To the Editor:
Re “From 19th-Century View, Desegregation Is a Test,” by Adam Liptak (Sidebar column, Nov. 10):
The question originalists like Justice Antonin Scalia should be asking is not whether the framers of the 14th Amendment believed themselves to be doing away with segregated schools, but rather whether the framers intended their language to be flexibly interpreted over time based on emerging understandings and sensibilities.
Questions about whether specific scenarios occurred to 18th- and 19th-century drafters inherently skew toward rigidly narrow interpretations of the Constitution.

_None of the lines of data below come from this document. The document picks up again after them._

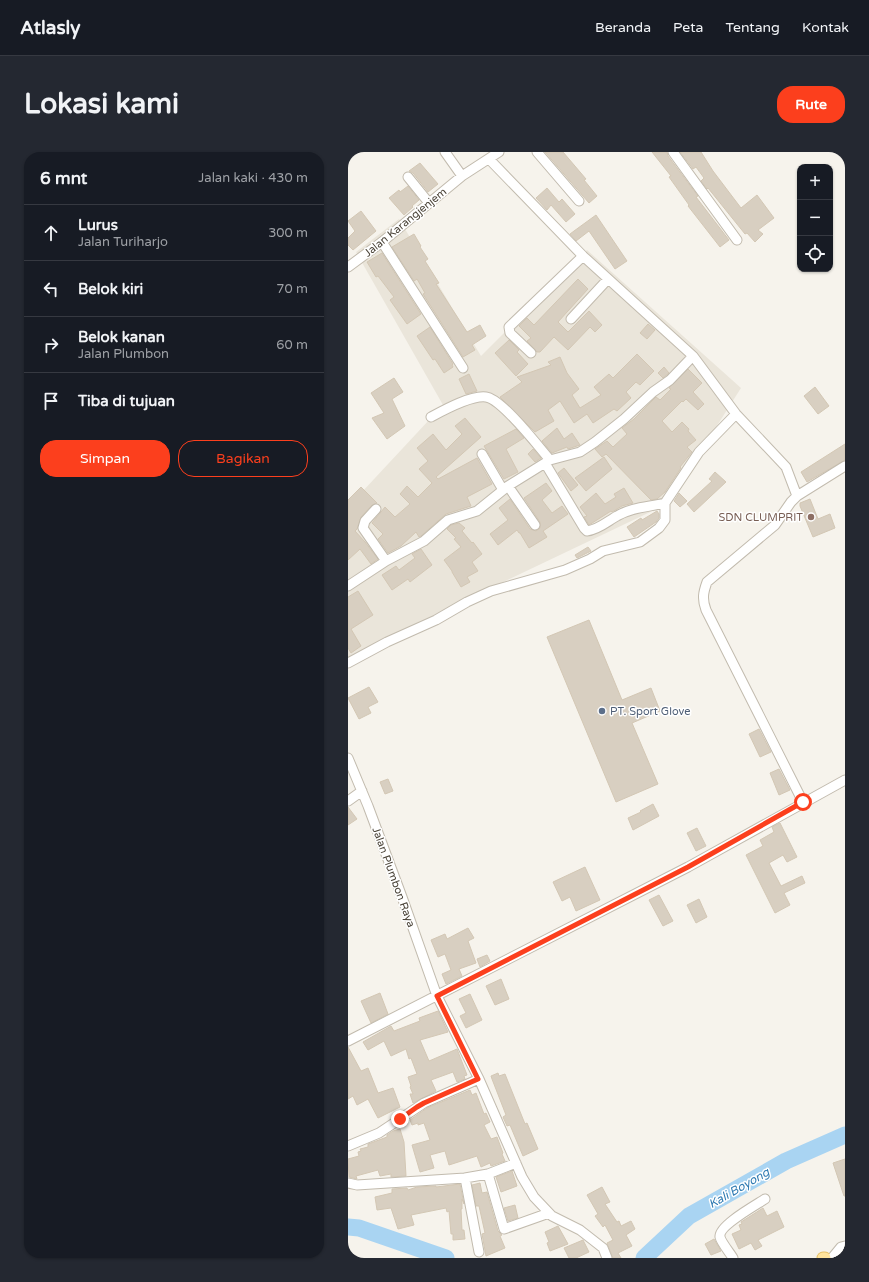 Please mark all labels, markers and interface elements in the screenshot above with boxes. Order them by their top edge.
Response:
text: Atlasly [20,17,80,39]
text: Beranda [595,19,651,36]
text: Peta [673,19,703,36]
text: Tentang [725,19,780,36]
text: Kontak [802,19,849,36]
button: Rute [777,86,845,123]
text: Lokasi kami [24,87,179,121]
map controls [797,164,833,272]
button: + [797,164,833,200]
text: 6 mnt [40,168,87,189]
text: Jalan kaki · 430 m [198,170,308,186]
street label: Jalan Karangjenjem [362,185,449,260]
button: − [797,200,833,236]
text: Lurus [78,216,118,234]
icon: ahead [40,222,62,244]
text: 300 m [268,225,308,241]
text: Jalan Turiharjo [78,234,168,250]
button: locate [797,236,833,272]
icon: left [40,278,62,300]
text: Belok kiri [78,280,143,298]
text: 70 m [276,281,308,297]
text: Belok kanan [78,328,165,346]
icon: right [40,334,62,356]
text: 60 m [276,337,308,353]
text: Jalan Plumbon [78,346,169,362]
icon: arrive [40,390,62,412]
text: Tiba di tujuan [78,392,175,410]
button: Simpan [40,440,170,477]
button: Bagikan [178,440,308,477]
place label: SDN CLUMPRIT [718,511,803,524]
marker: SDN CLUMPRIT [806,512,816,522]
place label: PT. Sport Glove [610,705,691,718]
marker: PT. Sport Glove [597,706,607,716]
route start [794,793,812,811]
street label: Jalan Plumbon Raya [369,825,418,929]
route end [391,1110,409,1128]
water label: Kali Boyong [706,1164,773,1211]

It’s the meta-question—what was the original understanding about the document’s adaptability from one generation to the next?—that we should home in on.
Alani Golanski
New York, Nov. 10, 2009
The writer is a lawyer.
Note from KBJ: Be careful what you wish for. It may turn out that the framers did not envision a "living Constitution," or that only some of them did, or that only certain constitutional provisions, such as the Eighth Amendment's prohibition of "cruel and unusual punishments," were intended to be "flexibly interpreted." I doubt that any framer intended for the Constitution to be interpreted in accordance with whatever sentiments happen to prevail either in society generally or among judges specifically. If this were the intention, why would the Constitution not simply read, "Do what you think best"?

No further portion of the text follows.